In 1990-91, Potvin finally turned pro in the Red Wings' chain with Adirondack of the AHL. From the moment that the first puck was dropped, the sturdy winger transformed himself from a college boy to the fisticuffs king of the American League. By the time he left to join the Red Wings for a handful of games near the end of the season, he'd amassed a league leading 365 penalty minutes.
His next two years of professional hockey served to confirm that Potvin wasn't going to catch on in the Motor City as an enforcer. The Wings already had the much-feared Bob Probert on hand. So Potvin bided his time in Adirondack until he was picked up by the L.A. Kings in 1993.

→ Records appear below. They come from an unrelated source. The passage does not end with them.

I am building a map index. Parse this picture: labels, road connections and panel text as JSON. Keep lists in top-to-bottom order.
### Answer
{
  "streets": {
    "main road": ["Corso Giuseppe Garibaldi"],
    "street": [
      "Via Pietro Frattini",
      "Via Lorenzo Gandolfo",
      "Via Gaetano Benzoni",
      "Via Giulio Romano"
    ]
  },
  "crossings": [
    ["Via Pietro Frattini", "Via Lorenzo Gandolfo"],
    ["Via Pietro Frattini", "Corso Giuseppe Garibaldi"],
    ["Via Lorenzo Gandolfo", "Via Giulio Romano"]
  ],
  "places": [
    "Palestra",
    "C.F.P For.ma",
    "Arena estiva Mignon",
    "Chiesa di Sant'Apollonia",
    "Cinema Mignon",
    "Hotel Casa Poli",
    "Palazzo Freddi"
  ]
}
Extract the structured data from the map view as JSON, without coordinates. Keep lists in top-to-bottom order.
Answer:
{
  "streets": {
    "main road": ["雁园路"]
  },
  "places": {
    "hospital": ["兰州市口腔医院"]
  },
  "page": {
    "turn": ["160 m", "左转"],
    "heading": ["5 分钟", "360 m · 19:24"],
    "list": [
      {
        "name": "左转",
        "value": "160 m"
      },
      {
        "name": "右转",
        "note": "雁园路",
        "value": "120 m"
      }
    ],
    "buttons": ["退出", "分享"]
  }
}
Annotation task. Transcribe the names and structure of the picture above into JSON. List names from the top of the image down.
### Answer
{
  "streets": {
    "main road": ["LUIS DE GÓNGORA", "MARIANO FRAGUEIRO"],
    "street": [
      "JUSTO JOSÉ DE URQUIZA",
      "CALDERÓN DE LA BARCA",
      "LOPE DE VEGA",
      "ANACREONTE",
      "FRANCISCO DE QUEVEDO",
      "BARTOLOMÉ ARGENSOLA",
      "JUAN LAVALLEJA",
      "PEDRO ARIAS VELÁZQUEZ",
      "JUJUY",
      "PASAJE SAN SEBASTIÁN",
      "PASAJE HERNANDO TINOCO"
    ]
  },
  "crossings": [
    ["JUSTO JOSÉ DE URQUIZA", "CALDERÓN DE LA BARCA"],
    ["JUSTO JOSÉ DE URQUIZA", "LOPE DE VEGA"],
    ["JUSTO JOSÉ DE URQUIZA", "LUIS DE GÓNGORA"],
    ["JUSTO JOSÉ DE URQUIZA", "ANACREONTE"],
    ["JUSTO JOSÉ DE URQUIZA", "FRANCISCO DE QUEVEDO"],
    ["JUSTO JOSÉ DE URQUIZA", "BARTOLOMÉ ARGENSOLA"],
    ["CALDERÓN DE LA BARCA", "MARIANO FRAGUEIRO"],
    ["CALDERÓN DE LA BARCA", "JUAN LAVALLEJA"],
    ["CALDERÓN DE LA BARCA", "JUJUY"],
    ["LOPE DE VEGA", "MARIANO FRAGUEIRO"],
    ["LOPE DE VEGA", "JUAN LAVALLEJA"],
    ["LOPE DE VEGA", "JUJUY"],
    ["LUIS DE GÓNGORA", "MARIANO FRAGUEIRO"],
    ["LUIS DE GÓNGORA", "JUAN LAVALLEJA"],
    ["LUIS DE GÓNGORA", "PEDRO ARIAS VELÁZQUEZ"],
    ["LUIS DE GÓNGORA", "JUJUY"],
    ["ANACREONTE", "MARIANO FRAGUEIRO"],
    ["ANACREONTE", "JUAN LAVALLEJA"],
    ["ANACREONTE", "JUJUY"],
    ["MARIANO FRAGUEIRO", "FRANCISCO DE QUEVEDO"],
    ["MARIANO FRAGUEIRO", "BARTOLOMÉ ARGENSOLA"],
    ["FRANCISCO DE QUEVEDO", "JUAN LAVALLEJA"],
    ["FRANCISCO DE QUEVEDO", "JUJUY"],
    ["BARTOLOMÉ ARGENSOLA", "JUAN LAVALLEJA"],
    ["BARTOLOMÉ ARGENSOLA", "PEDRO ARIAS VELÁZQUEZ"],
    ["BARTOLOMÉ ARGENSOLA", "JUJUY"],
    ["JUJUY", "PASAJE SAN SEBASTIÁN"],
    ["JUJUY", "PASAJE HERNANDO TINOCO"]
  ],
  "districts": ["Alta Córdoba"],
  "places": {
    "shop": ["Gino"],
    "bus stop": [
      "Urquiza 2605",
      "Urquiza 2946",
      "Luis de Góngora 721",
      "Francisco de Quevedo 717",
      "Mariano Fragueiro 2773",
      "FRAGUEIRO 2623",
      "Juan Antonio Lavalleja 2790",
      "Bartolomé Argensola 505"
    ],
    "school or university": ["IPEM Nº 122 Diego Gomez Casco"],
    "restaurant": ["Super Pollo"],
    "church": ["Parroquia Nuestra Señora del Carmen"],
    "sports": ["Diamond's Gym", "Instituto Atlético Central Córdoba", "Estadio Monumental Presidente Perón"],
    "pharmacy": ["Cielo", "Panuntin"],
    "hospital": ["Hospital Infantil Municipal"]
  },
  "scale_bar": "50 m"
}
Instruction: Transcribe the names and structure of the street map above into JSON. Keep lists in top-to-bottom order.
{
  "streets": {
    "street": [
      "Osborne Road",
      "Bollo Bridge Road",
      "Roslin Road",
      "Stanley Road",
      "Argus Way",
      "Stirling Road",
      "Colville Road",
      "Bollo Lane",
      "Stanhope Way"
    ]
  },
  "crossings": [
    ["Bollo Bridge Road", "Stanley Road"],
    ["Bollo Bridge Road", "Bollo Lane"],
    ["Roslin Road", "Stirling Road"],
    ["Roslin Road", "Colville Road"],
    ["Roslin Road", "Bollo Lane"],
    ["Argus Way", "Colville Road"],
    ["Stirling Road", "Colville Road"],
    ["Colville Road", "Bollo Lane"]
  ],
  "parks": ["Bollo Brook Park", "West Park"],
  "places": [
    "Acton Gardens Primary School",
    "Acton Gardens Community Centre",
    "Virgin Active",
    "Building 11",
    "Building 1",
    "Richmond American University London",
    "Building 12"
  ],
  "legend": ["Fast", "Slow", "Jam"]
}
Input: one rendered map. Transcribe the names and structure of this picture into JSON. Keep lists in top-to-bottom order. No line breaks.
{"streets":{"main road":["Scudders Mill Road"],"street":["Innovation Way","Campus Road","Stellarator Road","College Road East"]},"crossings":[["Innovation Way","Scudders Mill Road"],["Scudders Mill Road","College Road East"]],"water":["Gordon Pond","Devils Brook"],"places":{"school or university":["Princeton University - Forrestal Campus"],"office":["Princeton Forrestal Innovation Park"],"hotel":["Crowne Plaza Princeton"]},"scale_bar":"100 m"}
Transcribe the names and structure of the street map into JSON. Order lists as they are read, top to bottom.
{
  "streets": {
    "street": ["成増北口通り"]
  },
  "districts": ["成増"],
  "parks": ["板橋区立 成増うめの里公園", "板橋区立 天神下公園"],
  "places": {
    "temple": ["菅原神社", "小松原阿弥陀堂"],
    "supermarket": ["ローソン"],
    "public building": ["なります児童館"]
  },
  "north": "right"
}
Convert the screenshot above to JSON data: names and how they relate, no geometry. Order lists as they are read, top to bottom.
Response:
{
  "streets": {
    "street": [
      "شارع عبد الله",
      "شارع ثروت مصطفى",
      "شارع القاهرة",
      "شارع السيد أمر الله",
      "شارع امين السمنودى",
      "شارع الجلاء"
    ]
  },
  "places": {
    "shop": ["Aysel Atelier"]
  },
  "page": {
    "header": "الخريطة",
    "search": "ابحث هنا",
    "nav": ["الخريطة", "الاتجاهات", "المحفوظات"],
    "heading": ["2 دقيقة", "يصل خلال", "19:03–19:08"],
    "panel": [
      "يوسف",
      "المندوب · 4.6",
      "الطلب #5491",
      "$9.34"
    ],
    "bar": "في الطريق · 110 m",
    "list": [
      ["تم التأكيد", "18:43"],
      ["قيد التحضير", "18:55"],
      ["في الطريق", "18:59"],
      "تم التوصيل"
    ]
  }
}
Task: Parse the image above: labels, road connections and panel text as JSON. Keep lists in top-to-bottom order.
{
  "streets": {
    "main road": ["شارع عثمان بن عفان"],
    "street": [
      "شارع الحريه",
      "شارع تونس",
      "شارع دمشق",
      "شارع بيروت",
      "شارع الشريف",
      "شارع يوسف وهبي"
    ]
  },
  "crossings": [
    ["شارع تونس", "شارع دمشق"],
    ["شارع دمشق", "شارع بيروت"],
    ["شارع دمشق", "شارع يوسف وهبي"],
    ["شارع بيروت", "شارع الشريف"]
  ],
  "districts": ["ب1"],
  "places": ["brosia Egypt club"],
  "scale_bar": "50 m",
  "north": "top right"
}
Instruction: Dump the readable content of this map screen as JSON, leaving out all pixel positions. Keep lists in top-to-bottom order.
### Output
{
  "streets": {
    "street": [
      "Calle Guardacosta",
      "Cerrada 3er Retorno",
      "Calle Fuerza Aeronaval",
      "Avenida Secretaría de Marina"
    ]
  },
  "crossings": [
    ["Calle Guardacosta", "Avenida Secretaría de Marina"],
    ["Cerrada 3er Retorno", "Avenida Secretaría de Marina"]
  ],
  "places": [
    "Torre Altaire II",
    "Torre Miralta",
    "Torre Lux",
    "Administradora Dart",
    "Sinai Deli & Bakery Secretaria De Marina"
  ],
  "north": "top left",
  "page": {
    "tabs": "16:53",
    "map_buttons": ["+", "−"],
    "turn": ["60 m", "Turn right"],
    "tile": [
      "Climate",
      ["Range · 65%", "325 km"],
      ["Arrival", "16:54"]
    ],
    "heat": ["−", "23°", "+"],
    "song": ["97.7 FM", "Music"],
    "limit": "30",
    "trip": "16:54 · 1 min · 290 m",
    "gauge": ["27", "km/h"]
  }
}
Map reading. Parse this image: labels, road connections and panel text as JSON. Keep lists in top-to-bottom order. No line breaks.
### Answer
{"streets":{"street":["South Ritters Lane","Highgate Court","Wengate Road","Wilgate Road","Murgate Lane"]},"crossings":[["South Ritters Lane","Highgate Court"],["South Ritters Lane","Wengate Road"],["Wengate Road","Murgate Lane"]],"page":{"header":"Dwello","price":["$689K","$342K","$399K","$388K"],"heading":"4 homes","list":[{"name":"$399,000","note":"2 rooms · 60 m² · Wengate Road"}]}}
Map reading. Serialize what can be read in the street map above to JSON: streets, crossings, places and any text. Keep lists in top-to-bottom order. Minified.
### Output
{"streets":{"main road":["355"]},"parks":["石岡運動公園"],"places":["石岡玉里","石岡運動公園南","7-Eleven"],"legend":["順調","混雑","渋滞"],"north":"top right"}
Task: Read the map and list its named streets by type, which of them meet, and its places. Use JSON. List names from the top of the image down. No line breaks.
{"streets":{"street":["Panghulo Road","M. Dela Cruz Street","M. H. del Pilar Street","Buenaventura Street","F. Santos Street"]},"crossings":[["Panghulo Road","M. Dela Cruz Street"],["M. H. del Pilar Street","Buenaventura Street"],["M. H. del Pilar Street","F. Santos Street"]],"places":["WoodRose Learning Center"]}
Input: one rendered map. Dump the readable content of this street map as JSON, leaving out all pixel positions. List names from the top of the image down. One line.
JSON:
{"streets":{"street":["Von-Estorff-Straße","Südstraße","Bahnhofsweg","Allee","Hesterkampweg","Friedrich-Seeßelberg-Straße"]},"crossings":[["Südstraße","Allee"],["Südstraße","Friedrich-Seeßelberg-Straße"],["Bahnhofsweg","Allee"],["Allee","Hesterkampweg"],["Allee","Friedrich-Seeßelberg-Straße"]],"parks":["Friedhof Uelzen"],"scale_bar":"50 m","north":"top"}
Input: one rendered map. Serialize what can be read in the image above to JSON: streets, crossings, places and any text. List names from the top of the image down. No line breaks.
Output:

On the West Coast, he faired only marginally better than in Detroit. He got very little ice time and much of that was spent in the penalty box. As such, the Kings traded him to Hartford late in 1993. With the Whalers, Potvin lasted for only 51 games while scoring five points and racking up a whopping 246 penalty minutes. He was released by the club at the end of the campaign.
In 1994, he signed as a free agent with the Boston Bruins where he picked up a handful of games over two seasons. Otherwise, he spent the majority of his time with the Providence Reds of the AHL.
In 1996-97, he hooked up with the Portland Pirates for one season before joining the Chicago Wolves of the IHL for his final campaign of pro hockey. After retiring from the game in 1998, Potvin went on to coach in the AHL and UHL.
On January 13, 2006 Marc Potvin was found dead in his Kalamazoo hotel room.